Sentiment analysis in nlp

The goal of the program is to analysis the article title is Sarcasm or not, i use tensorflow 2.5 to solve this problem.

Dataset download url: https://www.kaggle.com/rmisra/news-headlines-dataset-for-sarcasm-detection/home

a sample of the dataset:

{
"article_link": "https://www.huffingtonpost.com/entry/versace-black-code_us_5861fbefe4b0de3a08f600d5",
"headline": "former versace store clerk sues over secret 'black code' for minority shoppers",
"is_sarcastic": 0
}

we want to depend on headline to predict the is_sarcastic, 1 means True,0 means False.

preprocessing

  1. use pandas to read json file.

    import pandas as pd
    # lines = True means headle the json for each line
    df = pd.read_json("Sarcasm_Headlines_Dataset_v2.json" ,lines="True")
    df
    '''
    is_sarcastic headline article_link
    0 1 thirtysomething sci... https://www.theonion.co...
    1 0 dem rep. totally ... https://www.huffingtonpos..
    '''
  2. build list for each column

    labels = []
    sentences = []
    urls = []
    # a tips for convert series to list
    '''
    type(df['is_sarcastic'])
    # Series
    type(df['is_sarcastic'].values)
    # ndarray
    type(df['is_sarcastic'].values.tolist())
    # list
    '''
    labels = df['is_sarcastic'].values.tolist()
    sentences = df['headline'].values.tolist()
    urls = df['article_link'].values.tolist()
    len(labels) # 28619
    len(sentences) # 28619
  3. split dataset into train set and test set

    # train size is the 2/3 of the all dataset.
    train_size = int(len(labels) / 3 * 2)
    train_sentences = sentences[0: train_size]
    test_sentences = sentences[train_size:]
    train_y = labels[0:train_size]
    test_y = labels[train_size:]
  4. init some parameter

    # some parameter
    vocab_size = 10000
    # input layer to embedding
    embedding_dim = 16
    # each input sentence length
    max_length = 100
    # padding method
    trunc_type='post'
    padding_type='post'
    # token the unfamiliar word
    oov_tok = "<OOV>"
  5. preprocessing on train set and test set

    # processing on train set and test set
    import numpy as np
    from tensorflow.keras.preprocessing.text import Tokenizer
    from tensorflow.keras.preprocessing.sequence import pad_sequences
    tokenizer = Tokenizer(oov_token = oov_tok)
    tokenizer.fit_on_texts(train_sentences)
    train_X = tokenizer.texts_to_sequences(train_sentences)
    # padding the data
    train_X = pad_sequences(train_X,
    maxlen = max_length,
    truncating = trunc_type,
    padding = padding_type)
    train_X[:2]
    # convery the list to nparray
    train_y = np.array(train_y)
    # same operator to test set
    test_X = tokenizer.texts_to_sequences(test_sentences)
    test_X = pad_sequences(test_X ,
    maxlen = max_length,
    truncating = trunc_type,
    padding = padding_type)
    test_y = np.array(test_y)

build the model

some important functions and args:

  • tf.keras.layers.Dense # Denseimplements the operation:output = activation(dot(input, kernel) + bias) , a NN layer

    • activation # Activation function to use. If you don't specify anything, no activation is applied (ie. "linear" activation: a(x) = x).

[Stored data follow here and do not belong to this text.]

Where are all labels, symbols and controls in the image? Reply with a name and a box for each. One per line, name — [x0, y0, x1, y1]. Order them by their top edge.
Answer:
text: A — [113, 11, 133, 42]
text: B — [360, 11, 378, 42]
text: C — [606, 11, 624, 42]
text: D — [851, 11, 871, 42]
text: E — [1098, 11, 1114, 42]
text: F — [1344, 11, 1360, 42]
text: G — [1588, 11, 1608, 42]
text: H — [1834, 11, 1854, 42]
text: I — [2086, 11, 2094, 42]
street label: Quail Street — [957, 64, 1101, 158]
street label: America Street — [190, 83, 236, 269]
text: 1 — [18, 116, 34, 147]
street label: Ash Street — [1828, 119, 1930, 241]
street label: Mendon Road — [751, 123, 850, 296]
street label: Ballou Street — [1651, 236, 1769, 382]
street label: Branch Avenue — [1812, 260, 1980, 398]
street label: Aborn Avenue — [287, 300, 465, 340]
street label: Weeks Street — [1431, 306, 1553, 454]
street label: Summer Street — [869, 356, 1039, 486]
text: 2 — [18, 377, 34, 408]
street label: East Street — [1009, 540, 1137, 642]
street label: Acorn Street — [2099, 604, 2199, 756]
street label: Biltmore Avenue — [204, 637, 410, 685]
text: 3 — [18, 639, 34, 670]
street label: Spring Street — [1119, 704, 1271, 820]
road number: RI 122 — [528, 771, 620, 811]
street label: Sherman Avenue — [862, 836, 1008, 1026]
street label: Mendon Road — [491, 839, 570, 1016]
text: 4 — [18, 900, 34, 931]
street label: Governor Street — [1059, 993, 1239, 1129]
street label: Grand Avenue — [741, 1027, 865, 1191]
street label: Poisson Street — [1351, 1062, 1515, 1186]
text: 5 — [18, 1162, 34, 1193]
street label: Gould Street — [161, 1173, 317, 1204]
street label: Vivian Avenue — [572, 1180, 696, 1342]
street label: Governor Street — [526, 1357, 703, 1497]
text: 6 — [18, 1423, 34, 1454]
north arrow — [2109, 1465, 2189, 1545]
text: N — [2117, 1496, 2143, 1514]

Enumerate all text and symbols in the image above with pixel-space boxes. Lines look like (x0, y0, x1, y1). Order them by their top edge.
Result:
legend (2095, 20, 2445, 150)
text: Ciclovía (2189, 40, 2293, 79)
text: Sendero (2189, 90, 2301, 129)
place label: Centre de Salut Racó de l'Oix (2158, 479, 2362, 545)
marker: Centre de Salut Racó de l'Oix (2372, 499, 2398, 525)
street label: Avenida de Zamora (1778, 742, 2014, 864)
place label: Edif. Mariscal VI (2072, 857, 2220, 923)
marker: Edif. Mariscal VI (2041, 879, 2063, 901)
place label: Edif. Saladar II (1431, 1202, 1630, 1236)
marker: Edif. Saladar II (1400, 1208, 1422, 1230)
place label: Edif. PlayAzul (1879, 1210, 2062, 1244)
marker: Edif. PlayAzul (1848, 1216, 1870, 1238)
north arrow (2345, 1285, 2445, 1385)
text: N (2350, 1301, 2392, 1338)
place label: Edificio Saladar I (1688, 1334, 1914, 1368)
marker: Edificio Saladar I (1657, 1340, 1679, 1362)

    • use_bias # Boolean, whether the layer uses a bias vector.

  • tf.keras.Sequential # contain a linear stack of layer into a tf.keras.Model.

  • tf.keras.Model # to train and predict

    • config the model with losses and metrics with model.compile(args)

    • train the model with model.fit(x=None,y=None)

      • batch_size # Number of samples per gradient update. If unspecified, batch_size will default to 32.

      • epochs # Number of epochs to train the model

      • verbose # Verbosity mode. 0 = silent, 1 = progress bar, 2 = one line per epoch,verbose=2 is recommended when not running interactively

      • validation_data #( valid_X, valid_y )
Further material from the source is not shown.